--- START ---

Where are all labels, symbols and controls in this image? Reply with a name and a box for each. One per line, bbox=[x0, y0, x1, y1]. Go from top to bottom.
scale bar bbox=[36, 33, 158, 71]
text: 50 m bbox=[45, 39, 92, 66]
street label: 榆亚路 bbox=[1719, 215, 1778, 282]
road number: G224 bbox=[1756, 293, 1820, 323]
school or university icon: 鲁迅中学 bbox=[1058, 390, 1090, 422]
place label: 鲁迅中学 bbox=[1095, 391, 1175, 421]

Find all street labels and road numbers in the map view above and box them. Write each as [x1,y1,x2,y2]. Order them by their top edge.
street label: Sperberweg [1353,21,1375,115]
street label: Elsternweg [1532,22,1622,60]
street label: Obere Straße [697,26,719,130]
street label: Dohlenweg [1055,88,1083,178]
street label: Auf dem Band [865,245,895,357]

--- END ---

## WHAT THE EXERCISE ASKS
Give the listing above again in full, exactly as written.

## WRITTEN REPLY
Where are all labels, symbols and controls in this image? Reply with a name and a box for each. One per line, bbox=[x0, y0, x1, y1]. Go from top to bottom.
scale bar bbox=[36, 33, 158, 71]
text: 50 m bbox=[45, 39, 92, 66]
street label: 榆亚路 bbox=[1719, 215, 1778, 282]
road number: G224 bbox=[1756, 293, 1820, 323]
school or university icon: 鲁迅中学 bbox=[1058, 390, 1090, 422]
place label: 鲁迅中学 bbox=[1095, 391, 1175, 421]

Find all street labels and road numbers in the map view above and box them. Write each as [x1,y1,x2,y2]. Order them by their top edge.
street label: Sperberweg [1353,21,1375,115]
street label: Elsternweg [1532,22,1622,60]
street label: Obere Straße [697,26,719,130]
street label: Dohlenweg [1055,88,1083,178]
street label: Auf dem Band [865,245,895,357]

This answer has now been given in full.